Le blog généalogique de Geneanet a publié cette semaine un entretien avec Thierry Heckmann, directeur des Archives départementales de la Vendée, qui nous présente les fonds particulièrement intéressants pour les généalogistes, ainsi que le site internet.

Archives de la Vendee

Pouvez-vous présenter votre parcours professionnel ?

Formé à l’École des Chartes, mais aussi au contact des chercheurs qui me font découvrir la spécificité de leurs sources, j’ai d’abord servi une demi-douzaine d’années dans le Pas-de-Calais, un département où le public de généalogistes est très nombreux, puis en Vendée. Mon parcours professionnel a été marqué par l’ouverture des archives au grand public d’internet, un mouvement de fond. En Vendée, j’ai la chance d’accompagner l’activité d’une équipe compétente et dynamique. La mise en ligne de l’état civil remonte déjà à 2003 et elle a démultiplié le public.

Le Département a fait numériser concurremment de nombreuses autres sources : recensements de population, matricules militaires, déclarations de succession, tables de l’Enregistrement et des hypothèques. Le minutier des notaires est également numérisé peu à peu et ses principaux actes indexés, notamment les mariages, testaments et inventaires après décès. Les sources permettant de relayer l’état civil défaillant ou encore inexistant font aussi peu à peu l’objet de publications en ligne : censiers, ceuillerets et autres listes nominatives des archives seigneuriales.

En choisissant dès 2002 de mettre ses inventaires d’archives en ligne, le Département a fait pénétrer le grand public au cœur de ses archives, auxquelles on accède désormais aussi depuis les grands moteurs de recherche.

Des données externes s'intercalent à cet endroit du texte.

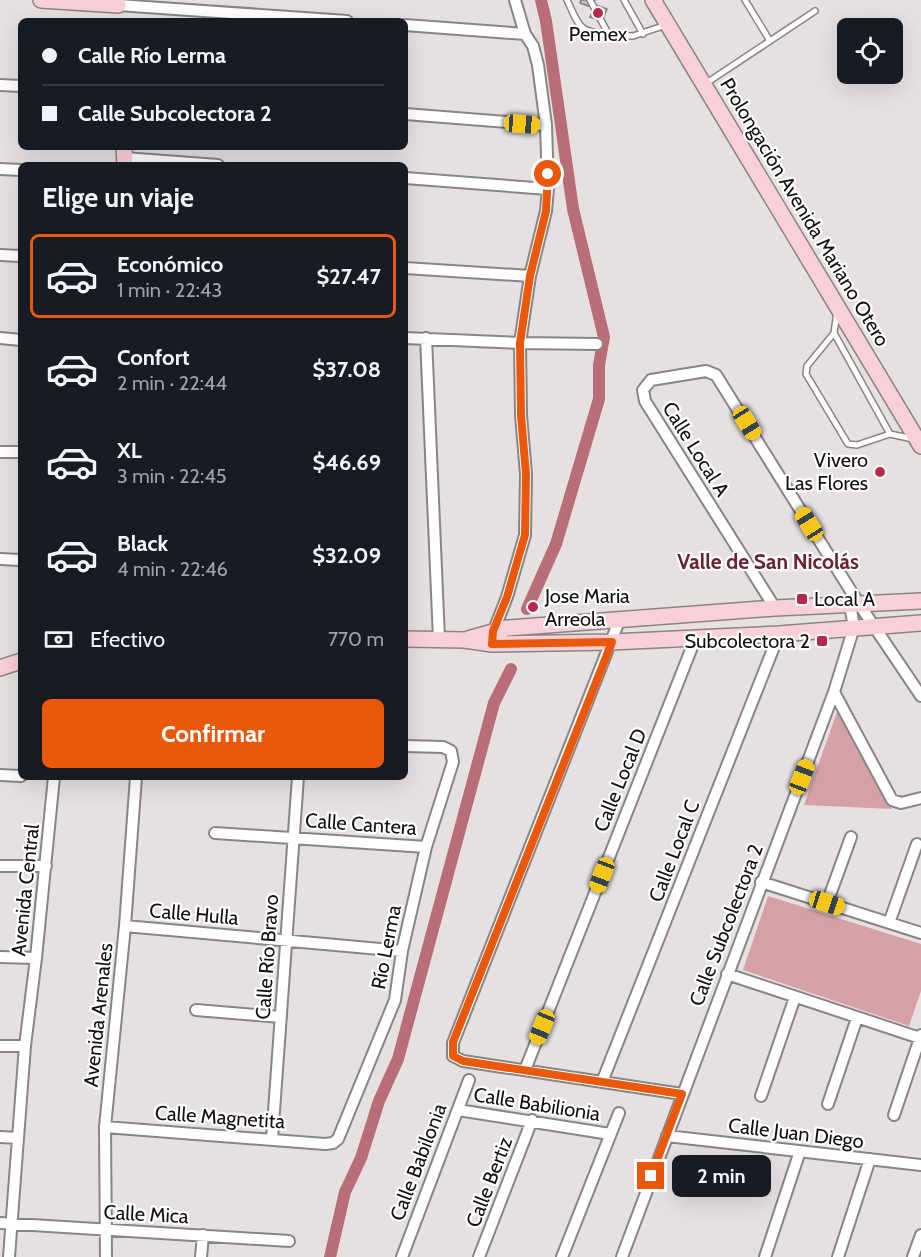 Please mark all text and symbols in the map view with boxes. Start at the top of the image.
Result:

Toutes peuvent donc servir au travail des généalogistes, à condition que la rédaction des inventaires soit assez descriptive et riche en noms. J’ai vu mon métier changer profondément tout en se recentrant avec pertinence sur sa vocation fondamentale : l’ouverture des archives au public. 

Pouvez-vous nous présenter le bâtiment qui abrite les archives ?

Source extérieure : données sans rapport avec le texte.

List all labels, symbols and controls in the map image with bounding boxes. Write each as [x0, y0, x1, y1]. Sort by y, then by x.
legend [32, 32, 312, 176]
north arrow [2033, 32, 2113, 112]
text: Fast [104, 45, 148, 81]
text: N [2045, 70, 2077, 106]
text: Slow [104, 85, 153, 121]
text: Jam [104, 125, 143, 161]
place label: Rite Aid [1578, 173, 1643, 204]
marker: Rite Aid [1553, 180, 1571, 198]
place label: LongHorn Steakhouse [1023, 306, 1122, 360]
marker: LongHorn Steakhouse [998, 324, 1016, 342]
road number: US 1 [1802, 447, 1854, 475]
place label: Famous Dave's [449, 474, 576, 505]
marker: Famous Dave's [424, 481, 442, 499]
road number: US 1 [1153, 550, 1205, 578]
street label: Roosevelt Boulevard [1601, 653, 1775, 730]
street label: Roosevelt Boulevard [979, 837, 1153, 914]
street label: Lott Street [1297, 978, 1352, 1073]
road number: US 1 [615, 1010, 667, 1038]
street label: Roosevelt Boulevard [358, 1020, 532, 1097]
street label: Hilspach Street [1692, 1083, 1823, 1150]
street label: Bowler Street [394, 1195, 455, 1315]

La salle de lecture a atteint 49 places sous la pression d’un public insatiable qui faisait le siège du bâtiment avant la mise en ligne des principaux fonds l’intéressant. Depuis 2003, l’usage d’internet a véritablement siphonné cette salle de lecture, réduite à une grosse trentaine de places que gagnent toutefois des lecteurs plus avertis que jadis depuis qu’ils peuvent préparer leur venue en ligne. Les magasins occupent un premier bâtiment remontant à 1938, dont l’agrandissement, entre 1976 et 1980, a quadruplé le métrage linéaire, plus une annexe provisoire en banlieue, en tout environ 35 km de rayonnage. Toutefois les archives sont aussi virtuelles et sur des serveurs.

Ainsi le département de la Vendée a noué des partenariats de nature différente avec des institutions ou des associations, pour publier en ligne les archives qu’elles détiennent et qui intéressent son histoire. Les Filles de la Sagesse lui ont confié la gestion de leur dépôt à Saint-Laurent-sur-Sèvre (600 ml depuis le XVIIIe siècle), à charge d’en faire connaître le contenu en ligne. Les autres partenariats consistent à favoriser des inventaires de fonds qui sont ensuite numérisés et mis sur le site internet des Archives de la Vendée. Sont concernés le fonds historique de la ville de Fontenay-le-Comte, des fonds des Amis de l’île de Noirmoutier et du diocèse de Luçon, les fonds relatifs à la guerre de Vendée conservés par l’Armée (Vincennes) et les Archives nationales (Pierrefitte). 

Avez-vous quelques chiffres à nous fournir ?

« Noms de Vendée », le site d’indexation collaborative conçu et administré par des bénévoles en partenariat avec les Archives, dépasse les deux millions sept cent mille données (principalement de l’état civil). Deux autres sites d’indexation concernent des populations complètes : « Congrégations de Vendée » présente 13.000 des 20.000 Filles de la Sagesse, « Soldats de Vendée » les 131.000 matricules des classes mobilisées en 1914-1918. Ce dernier travail a été réalisé par 106 personnes recrutées en huit jours et ayant accompli la tâche en deux mois. De son côté le Dictionnaire biographique des Vendéens, un outil collaboratif en ligne sur le site internet des Archives, aligne à ce jour 16.000 notices. 

D’autres chiffres intéresseront les généalogistes. Ainsi près du quart de la population a disparu durant les 18 mois de la guerre de Vendée, en 1793 et 1794, sans que l’état civil en rende compte. Par ailleurs Joachine Lafleur, de La Châtaigneraie, embarquée dans le premier navire ayant fait passer des femmes au Québec en 1663, est l’une de ces 36 « filles de roi » qui sont à l’origine de quasiment toute la population de ce pays. D’autres « Vendéennes » suivront…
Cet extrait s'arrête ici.